Intervista Canale 10

La nostra Storia

Dall’anno 2002 alcune persone di Fiumicino sono state coinvolte in un progetto di sviluppo in una piccola regione della Tanzania meridionale (riconducibile al bacino del fiume Yovi), ormai conosciuta da tutti quelli che vi operano come Bonde Dogo (che in kiswahili significa piccola valle). Al progetto partecipavano già numerosi gruppi del Veneto, coordinati dall’Associazione Onlus Bertoni ed aventi come riferimento la Missione dei padri Stimmatini di Msolwa, presso Mikumi, distretto di Morogoro. Il gruppo di Fiumicino si subito fatto apprezzare dai missionari, dai referenti della Bertoni, ma soprattutto dagli abitanti di Bonde Dogo, per cui gli sono stati affidati incarichi specifici e si è reso necessario costituire un minimo di struttura sociale, fondando l’Associazione di Volontariato Matumaini (che in kiswahili vuol dire speranza).

Caratteristiche dell’impegno

L’impegno dell’associazione segue tre direttrici principali:

  • Reperimento di fondi per supportare gli interventi che le sono affidati;
  • Organizzazione di viaggi per i sostenitori che lo desiderino, affinchè possano vedere il risultato del loro supporto economico;
  • Azione educativa nelle scuole, offrendo ad alcuni studenti del territorio la possibilità di conoscere e capire meglio la situazione del cosiddetto Terzo Mondo, attraverso un viaggio nei luoghi dove Matumaini realizza i suoi interventi di solidarietà.

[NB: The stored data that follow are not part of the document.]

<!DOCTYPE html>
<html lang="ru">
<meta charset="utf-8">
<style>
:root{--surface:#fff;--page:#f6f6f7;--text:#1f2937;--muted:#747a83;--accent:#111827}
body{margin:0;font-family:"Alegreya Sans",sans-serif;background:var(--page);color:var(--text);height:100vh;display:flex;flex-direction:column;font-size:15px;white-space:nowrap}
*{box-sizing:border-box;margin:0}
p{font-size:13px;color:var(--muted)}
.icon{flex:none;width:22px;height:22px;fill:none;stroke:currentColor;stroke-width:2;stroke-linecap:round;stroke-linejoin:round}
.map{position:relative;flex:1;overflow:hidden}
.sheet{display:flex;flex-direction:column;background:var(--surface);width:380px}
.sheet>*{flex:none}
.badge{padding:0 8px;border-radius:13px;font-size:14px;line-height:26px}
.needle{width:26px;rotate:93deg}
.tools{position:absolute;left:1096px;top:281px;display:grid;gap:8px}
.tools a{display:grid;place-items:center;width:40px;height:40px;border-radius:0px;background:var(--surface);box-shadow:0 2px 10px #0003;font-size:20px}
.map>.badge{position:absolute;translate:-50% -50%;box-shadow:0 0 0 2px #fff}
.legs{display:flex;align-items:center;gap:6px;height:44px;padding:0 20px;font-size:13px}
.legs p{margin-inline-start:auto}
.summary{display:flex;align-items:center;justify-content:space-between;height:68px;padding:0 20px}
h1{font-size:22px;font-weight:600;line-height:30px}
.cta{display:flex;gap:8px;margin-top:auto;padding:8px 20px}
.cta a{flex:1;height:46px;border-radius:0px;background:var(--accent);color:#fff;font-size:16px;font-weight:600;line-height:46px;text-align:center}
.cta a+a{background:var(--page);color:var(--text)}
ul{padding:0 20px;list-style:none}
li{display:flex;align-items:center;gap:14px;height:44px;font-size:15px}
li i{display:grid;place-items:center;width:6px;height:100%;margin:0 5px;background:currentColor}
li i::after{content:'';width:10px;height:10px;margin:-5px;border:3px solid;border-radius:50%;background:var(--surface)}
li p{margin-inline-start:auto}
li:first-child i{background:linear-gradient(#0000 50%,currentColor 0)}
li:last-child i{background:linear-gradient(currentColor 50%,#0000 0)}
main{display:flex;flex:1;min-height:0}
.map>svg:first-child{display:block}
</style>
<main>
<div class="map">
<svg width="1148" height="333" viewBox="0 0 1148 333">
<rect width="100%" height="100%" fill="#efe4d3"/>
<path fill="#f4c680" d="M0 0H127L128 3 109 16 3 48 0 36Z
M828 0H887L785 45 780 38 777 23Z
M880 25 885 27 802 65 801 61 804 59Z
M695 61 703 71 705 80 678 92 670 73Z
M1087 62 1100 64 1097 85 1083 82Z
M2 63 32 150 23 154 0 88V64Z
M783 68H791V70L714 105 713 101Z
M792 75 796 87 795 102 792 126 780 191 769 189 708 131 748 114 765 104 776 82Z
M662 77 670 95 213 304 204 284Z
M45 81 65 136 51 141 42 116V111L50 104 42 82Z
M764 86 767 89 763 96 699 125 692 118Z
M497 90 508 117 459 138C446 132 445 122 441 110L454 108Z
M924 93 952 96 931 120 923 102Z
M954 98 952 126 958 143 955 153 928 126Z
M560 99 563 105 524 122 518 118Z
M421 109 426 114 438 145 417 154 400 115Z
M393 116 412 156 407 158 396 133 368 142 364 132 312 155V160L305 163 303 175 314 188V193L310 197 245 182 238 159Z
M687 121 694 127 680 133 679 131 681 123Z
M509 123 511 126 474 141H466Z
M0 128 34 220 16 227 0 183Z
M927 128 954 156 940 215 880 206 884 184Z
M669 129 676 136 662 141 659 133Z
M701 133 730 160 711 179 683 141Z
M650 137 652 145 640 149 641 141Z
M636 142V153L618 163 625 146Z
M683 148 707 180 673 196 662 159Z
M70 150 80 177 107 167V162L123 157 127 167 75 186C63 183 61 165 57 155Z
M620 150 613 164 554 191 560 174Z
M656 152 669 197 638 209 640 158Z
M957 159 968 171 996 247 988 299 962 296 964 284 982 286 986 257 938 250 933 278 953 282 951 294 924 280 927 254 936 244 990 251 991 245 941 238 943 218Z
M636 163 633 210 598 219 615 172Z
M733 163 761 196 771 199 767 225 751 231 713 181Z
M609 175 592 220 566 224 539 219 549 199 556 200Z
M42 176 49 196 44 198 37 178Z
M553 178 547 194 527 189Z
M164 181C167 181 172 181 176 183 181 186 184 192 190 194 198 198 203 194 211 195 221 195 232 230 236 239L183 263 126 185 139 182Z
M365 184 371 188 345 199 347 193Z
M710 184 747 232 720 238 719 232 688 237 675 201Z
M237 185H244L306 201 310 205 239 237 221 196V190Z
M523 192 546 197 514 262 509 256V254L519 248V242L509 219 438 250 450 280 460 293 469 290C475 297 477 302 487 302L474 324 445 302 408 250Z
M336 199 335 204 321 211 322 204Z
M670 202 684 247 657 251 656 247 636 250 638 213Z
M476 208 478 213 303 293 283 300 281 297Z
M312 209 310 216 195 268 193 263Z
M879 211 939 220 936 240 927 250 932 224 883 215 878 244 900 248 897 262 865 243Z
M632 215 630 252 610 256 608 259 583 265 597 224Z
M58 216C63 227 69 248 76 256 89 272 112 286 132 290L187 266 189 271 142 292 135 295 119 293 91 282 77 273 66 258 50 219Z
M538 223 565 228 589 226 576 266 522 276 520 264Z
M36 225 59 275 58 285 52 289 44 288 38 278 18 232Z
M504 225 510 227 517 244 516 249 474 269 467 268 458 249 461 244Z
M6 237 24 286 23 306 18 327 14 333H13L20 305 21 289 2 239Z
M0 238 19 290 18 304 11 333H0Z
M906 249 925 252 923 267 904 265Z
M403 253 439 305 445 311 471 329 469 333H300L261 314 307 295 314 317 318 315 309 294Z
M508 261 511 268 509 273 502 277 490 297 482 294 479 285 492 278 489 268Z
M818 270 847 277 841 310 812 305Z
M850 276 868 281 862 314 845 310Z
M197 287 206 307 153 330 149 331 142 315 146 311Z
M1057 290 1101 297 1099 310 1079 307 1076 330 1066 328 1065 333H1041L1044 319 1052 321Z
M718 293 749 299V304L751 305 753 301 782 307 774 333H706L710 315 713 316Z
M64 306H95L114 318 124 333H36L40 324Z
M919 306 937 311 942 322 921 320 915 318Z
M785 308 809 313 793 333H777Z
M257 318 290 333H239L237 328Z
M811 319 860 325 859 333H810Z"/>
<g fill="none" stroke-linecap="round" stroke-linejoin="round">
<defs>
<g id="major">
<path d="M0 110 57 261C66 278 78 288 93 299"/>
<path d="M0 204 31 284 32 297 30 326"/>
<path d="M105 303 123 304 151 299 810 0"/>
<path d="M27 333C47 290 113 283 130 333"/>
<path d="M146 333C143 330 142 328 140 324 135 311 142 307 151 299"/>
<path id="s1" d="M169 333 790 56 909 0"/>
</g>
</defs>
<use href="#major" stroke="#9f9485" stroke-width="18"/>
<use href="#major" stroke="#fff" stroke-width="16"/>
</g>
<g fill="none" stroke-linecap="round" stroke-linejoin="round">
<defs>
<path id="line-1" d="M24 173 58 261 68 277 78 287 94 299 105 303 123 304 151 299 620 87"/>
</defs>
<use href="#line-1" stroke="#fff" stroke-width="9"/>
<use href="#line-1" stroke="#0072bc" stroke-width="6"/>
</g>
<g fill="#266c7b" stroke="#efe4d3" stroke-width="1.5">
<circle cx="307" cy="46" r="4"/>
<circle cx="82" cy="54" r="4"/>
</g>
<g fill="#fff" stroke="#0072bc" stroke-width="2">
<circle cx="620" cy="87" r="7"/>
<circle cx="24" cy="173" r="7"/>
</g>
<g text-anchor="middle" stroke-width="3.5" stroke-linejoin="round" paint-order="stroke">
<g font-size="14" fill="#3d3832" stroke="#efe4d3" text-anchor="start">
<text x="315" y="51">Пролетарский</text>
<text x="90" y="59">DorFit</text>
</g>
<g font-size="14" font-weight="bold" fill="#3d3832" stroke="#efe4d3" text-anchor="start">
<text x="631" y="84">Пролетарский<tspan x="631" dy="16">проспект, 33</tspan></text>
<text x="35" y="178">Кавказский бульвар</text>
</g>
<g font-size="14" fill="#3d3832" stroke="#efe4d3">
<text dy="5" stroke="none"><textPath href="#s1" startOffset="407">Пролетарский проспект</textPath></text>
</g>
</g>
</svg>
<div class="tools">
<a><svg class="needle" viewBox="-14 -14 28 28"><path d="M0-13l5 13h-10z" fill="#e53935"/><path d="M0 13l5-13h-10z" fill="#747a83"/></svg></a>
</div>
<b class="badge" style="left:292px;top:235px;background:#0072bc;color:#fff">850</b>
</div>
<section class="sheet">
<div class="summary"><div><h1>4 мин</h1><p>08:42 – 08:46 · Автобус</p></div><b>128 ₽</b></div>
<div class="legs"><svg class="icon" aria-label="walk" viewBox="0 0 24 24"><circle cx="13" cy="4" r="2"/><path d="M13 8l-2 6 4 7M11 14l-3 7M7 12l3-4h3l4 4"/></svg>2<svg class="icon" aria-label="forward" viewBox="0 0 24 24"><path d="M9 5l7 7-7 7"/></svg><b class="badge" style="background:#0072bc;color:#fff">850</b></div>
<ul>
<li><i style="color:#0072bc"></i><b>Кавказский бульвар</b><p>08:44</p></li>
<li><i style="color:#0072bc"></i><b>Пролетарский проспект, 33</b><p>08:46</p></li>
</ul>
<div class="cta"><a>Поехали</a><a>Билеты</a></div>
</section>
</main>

Le peculiarità dell’impegno sono sintetizzabili in:

  • Piccoli progetti – l’associazione si pone come unico fine il supporto a progetti di piccole dimensioni e quindi di non eccessivo onere economico, verificabili in ogni momento ed accessibili a chiunque.
  • Collaborazione - l’associazione tende a collaborare con realtà più rilevanti o con più storia e competenza, essendo tutti i suoi membri coscienti della poca esperienza ancora acquisita; inoltre, come stile di lavoro viene privilegiato il lavoro di gruppo, in cui le capacità dei singoli possano integrarsi.
  • Semplicità – l’associazione non si pone obiettivi complessi, ma si limita a cercare di rispettare gli impegni presi, cercando nel contempo di favorire le relazioni umane tra i propri componenti e con collaboratori ed operatori locali nelle aree di intervento.
  • Continuità – l’associazione tende a privilegiare interventi in cui, più che edificare strutture, ci si possa dedicare ad organizzare servizi duraturi in cui l’operatività quotidiana sia garantita da personale locale ed in cui Matumaini garantisca, oltre all’indispensabile supporto economico, anche un supporto organizzativo, gestionale e motivazionale.

Iniziative in corso

Al momento Matumaini per esplicare la sua attività di solidarietà internazionale, ha individuato due precise aree di intervento:

  • Rete sanitaria a Bonde Dogo – partendo dal supporto al piccolo dispensario di Msange, è stato affidato a Matumaini l’incarico di reperire fondi e contribuire all’organizzazione di un sistema di assistenza sanitaria nell’intera area di Bonde Dogo, sia reperendo i fondi per il potenziamento delle struttura e l’adeguamento del personale del dispensario, sia garantendo l’approvvigionamento di medicinali e reattivi, sia riducendo i costi dei ricoveri per la popolazione, sia contribuendo all’organizzazione dei dispensari periferici che facciano riferimento a Msange, sia adoperandosi per l’implementazione dei servizi offerti.
  • Borse di studio per nuovo personale tecnico – nell’ottica di rendere sempre più autonomi, anche culturalmente, gli operatori dei vari servizi, Matumaini si è resa disponibile dal 2005 ad accollarsi i costi degli studi di alcune suore tanzaniane (attualmente quattordici), che si stanno preparando per varie mansioni tecniche (infermiere, maestre, elettriciste, meccaniche, ecc.) da mettere poi al servizio della popolazione, lavorando nei vari centri di assistenza, ove siano richieste le loro competenze specifiche.